Australia’s anti-vaccine activists have made themselves easy targets for cybercriminals by embracing fake check-in apps and forged vaccination certificates that could attract significant penalties if used – and, security researchers warn, are increasingly riddled with malware.
The risks of fake QR codes have already been documented but authorities were stunned by reports that an entire fake check-in app, circulating on websites and anonymous messaging platform Telegram, allows users to simulate checking into retail locations without actually transmitting any data to government contact tracers.
The app – which appears to be hosted on a Russian website, creating jurisdictional challenges for Australian authorities that would surely like to see it taken down – emulates the look and feel of the NSW, Victoria and Queensland government apps.
The real apps scan a store’s QR code, transmit customer details to a government database, and display a distinctive checkmark that can be showed to staff; the fake lookalikes work the same way but don’t transmit any information.
Users enter the name of the store they’re entering, which may be a tipoff for eagle-eyed employees if the text doesn’t exactly match the legal business name under which the store is registered.

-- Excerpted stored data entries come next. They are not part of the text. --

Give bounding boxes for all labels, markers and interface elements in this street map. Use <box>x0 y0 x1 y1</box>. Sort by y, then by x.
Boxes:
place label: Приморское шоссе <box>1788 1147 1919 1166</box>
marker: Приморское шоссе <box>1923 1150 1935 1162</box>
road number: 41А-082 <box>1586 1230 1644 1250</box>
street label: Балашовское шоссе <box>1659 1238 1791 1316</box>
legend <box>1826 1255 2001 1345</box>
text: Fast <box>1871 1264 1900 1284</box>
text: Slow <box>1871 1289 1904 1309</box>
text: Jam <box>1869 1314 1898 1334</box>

Effective contact tracing has been fundamental to government efforts to stem Australia’s ongoing third wave of COVID-19 – which has killed more than 50 people, hospitalised hundreds more, and spawned thousands of new cases as the Delta strain spreads across the country faster than lockdowns can contain it.

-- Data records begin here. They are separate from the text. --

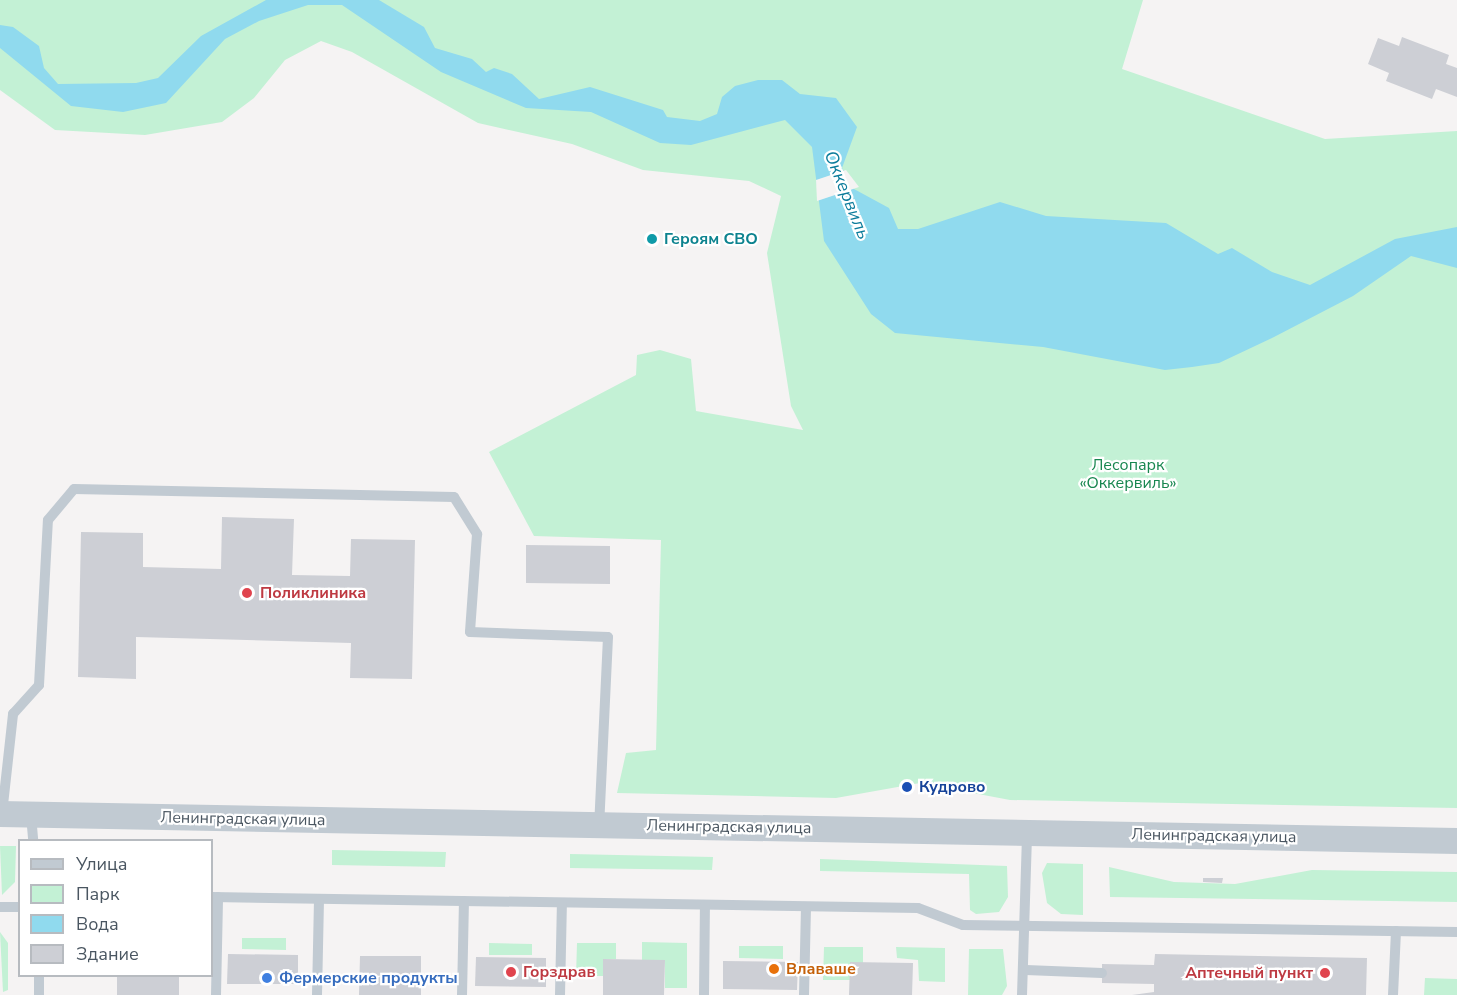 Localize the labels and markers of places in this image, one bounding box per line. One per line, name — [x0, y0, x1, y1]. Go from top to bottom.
place label: Героям СВО — [664, 229, 758, 249]
marker: Героям СВО — [645, 232, 659, 246]
place label: Поликлиника — [260, 583, 366, 603]
marker: Поликлиника — [238, 584, 256, 602]
place label: Кудрово — [919, 777, 985, 797]
marker: Кудрово — [900, 780, 914, 794]
place label: Влаваше — [786, 959, 856, 979]
place label: Горздрав — [523, 962, 596, 982]
marker: Влаваше — [767, 962, 781, 976]
place label: Аптечный пункт — [1185, 963, 1313, 983]
marker: Горздрав — [504, 965, 518, 979]
marker: Аптечный пункт — [1318, 966, 1332, 980]
place label: Фермерские продукты — [279, 968, 458, 988]
marker: Фермерские продукты — [260, 971, 274, 985] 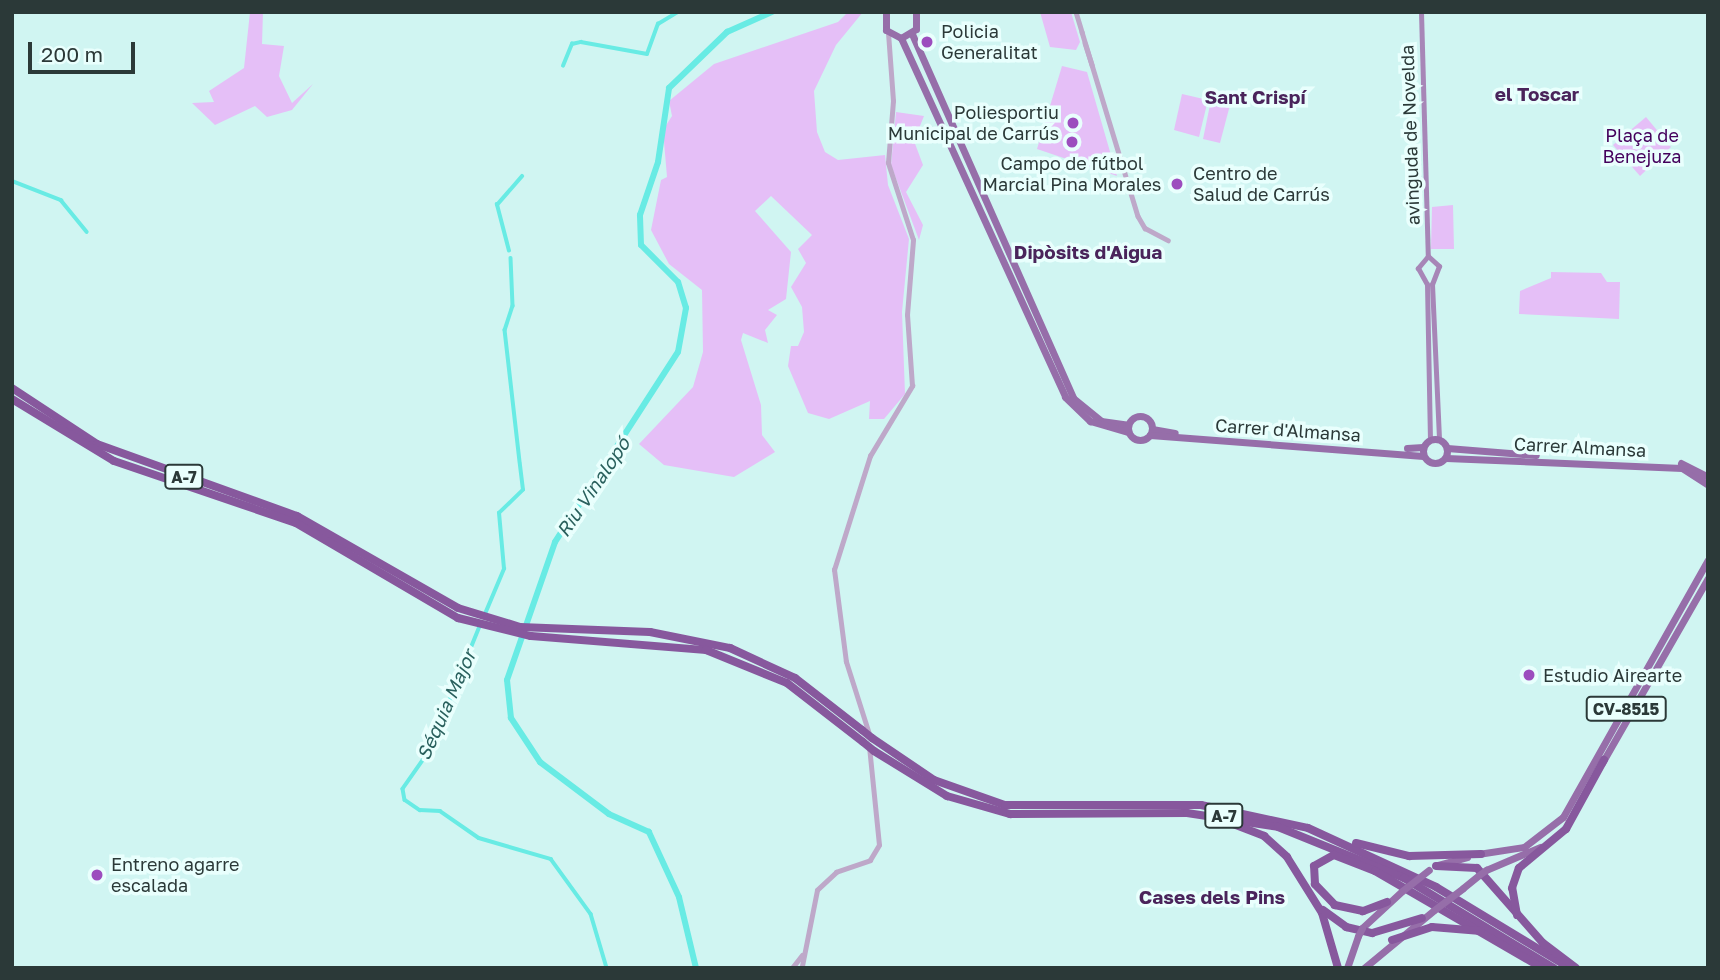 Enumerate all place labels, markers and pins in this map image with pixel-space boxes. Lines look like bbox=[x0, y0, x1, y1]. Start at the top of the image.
place label: Policia Generalitat bbox=[941, 21, 1038, 64]
marker: Policia Generalitat bbox=[919, 34, 935, 50]
place label: Poliesportiu Municipal de Carrús bbox=[888, 102, 1059, 144]
marker: Poliesportiu Municipal de Carrús bbox=[1065, 115, 1081, 131]
marker: Campo de fútbol Marcial Pina Morales bbox=[1064, 134, 1080, 150]
place label: Campo de fútbol Marcial Pina Morales bbox=[983, 153, 1161, 196]
place label: Centro de Salud de Carrús bbox=[1193, 163, 1330, 206]
marker: Centro de Salud de Carrús bbox=[1167, 174, 1187, 194]
place label: Estudio Airearte bbox=[1543, 664, 1682, 686]
marker: Estudio Airearte bbox=[1521, 667, 1537, 683]
place label: Entreno agarre escalada bbox=[111, 854, 239, 896]
marker: Entreno agarre escalada bbox=[89, 867, 105, 883]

Hundreds of exposure sites have recently been added in NSW alone, based both on the tireless efforts of contact tracers and the data provided by customers respecting the legal requirement to check into businesses they frequent.
Yet even as authorities fight to keep up with the fast-spreading virus, revelations that some were using apps to circumvent the system were poorly received by authorities.
“Falsifying contact tracing information is not only illegal, but it puts them, their families and the entire community at risk of COVID-19 transmission,” a spokesperson for federal Health Minister Greg Hunt told Guardian Australia, adding that “states and territories have responded swiftly to anyone found to be wilfully breaching public health orders and we trust they will continue to do so.”
Part of a global movement
The apps are the latest in a scourge of fake apps flagged by authorities in countries like the UK, Singapore, and India – which was earlier this year fighting malware-laden fake versions purporting to be mobile app versions of the government’s CoWIN vaccination-registration software.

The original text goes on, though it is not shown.